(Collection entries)
-- -- --

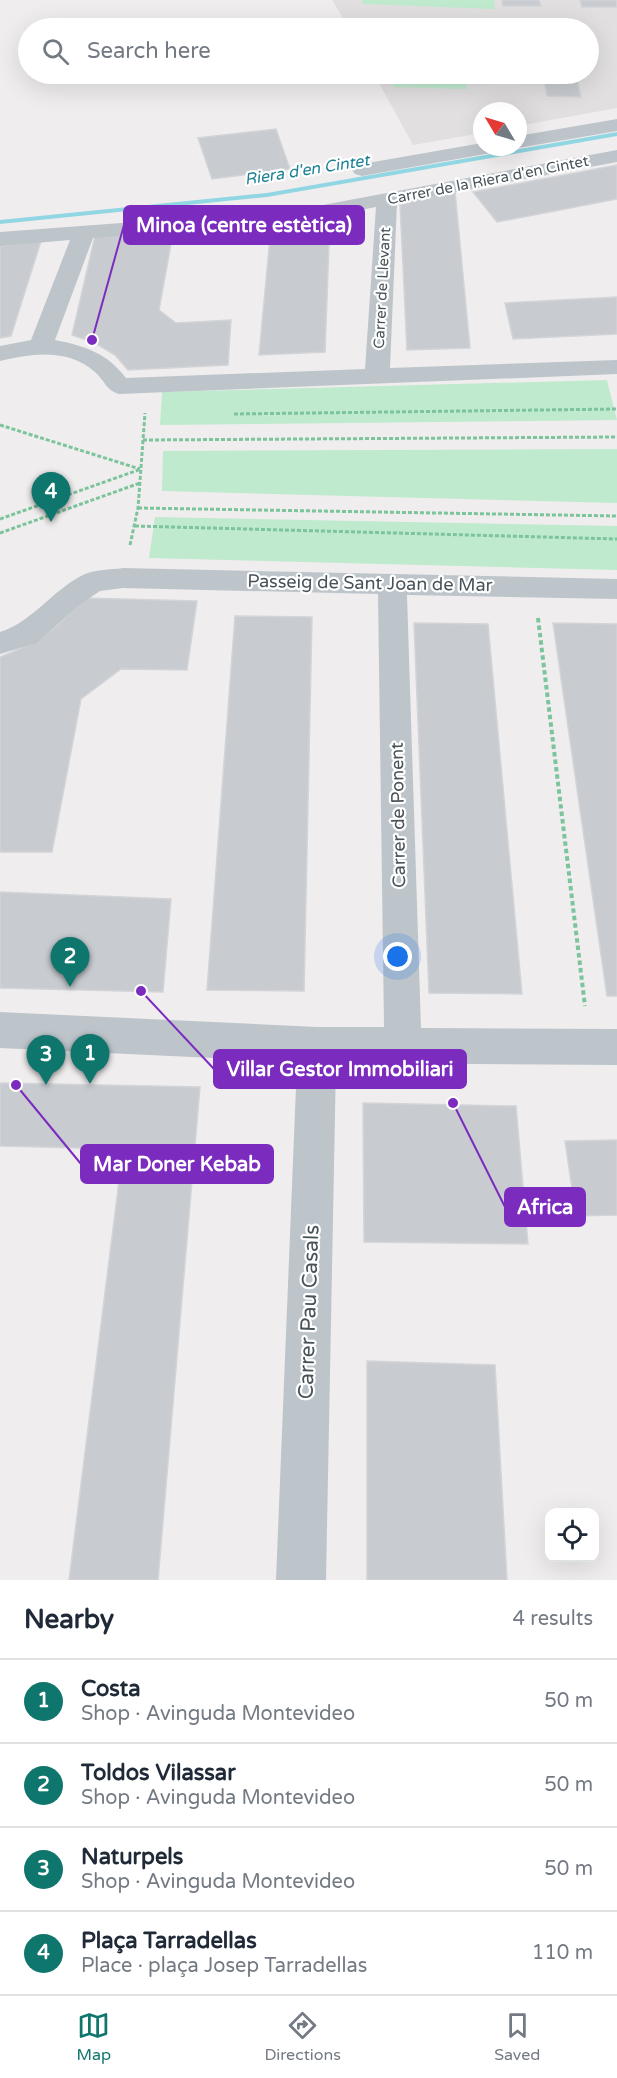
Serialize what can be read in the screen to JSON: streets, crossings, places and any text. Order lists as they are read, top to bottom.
{
  "streets": {
    "street": [
      "Carrer de la Riera d'en Cintet",
      "Carrer de Llevant",
      "Passeig de Sant Joan de Mar",
      "Carrer de Ponent",
      "Carrer Pau Casals"
    ]
  },
  "crossings": [
    ["Carrer de la Riera d'en Cintet", "Carrer de Llevant"],
    ["Passeig de Sant Joan de Mar", "Carrer de Ponent"]
  ],
  "water": ["Riera d'en Cintet"],
  "places": [
    "Minoa (centre estètica)",
    "Villar Gestor Immobiliari",
    "Mar Doner Kebab",
    "Africa"
  ],
  "north": "top left",
  "page": {
    "search": "Search here",
    "pins": [
      "4",
      "2",
      "1",
      "3"
    ],
    "heading": ["Nearby", "4 results"],
    "list": [
      {
        "mark": "1",
        "name": "Costa",
        "note": "Shop · Avinguda Montevideo",
        "value": "50 m"
      },
      {
        "mark": "2",
        "name": "Toldos Vilassar",
        "note": "Shop · Avinguda Montevideo",
        "value": "50 m"
      },
      {
        "mark": "3",
        "name": "Naturpels",
        "note": "Shop · Avinguda Montevideo",
        "value": "50 m"
      },
      {
        "mark": "4",
        "name": "Plaça Tarradellas",
        "note": "Place · plaça Josep Tarradellas",
        "value": "110 m"
      }
    ],
    "nav": ["Map", "Directions", "Saved"]
  }
}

-- -- --

## What to do
Every line that contains the string "places" should be copied from the records.

## Expected output
Serialize what can be read in the screen to JSON: streets, crossings, places and any text. Order lists as they are read, top to bottom.
  "places": [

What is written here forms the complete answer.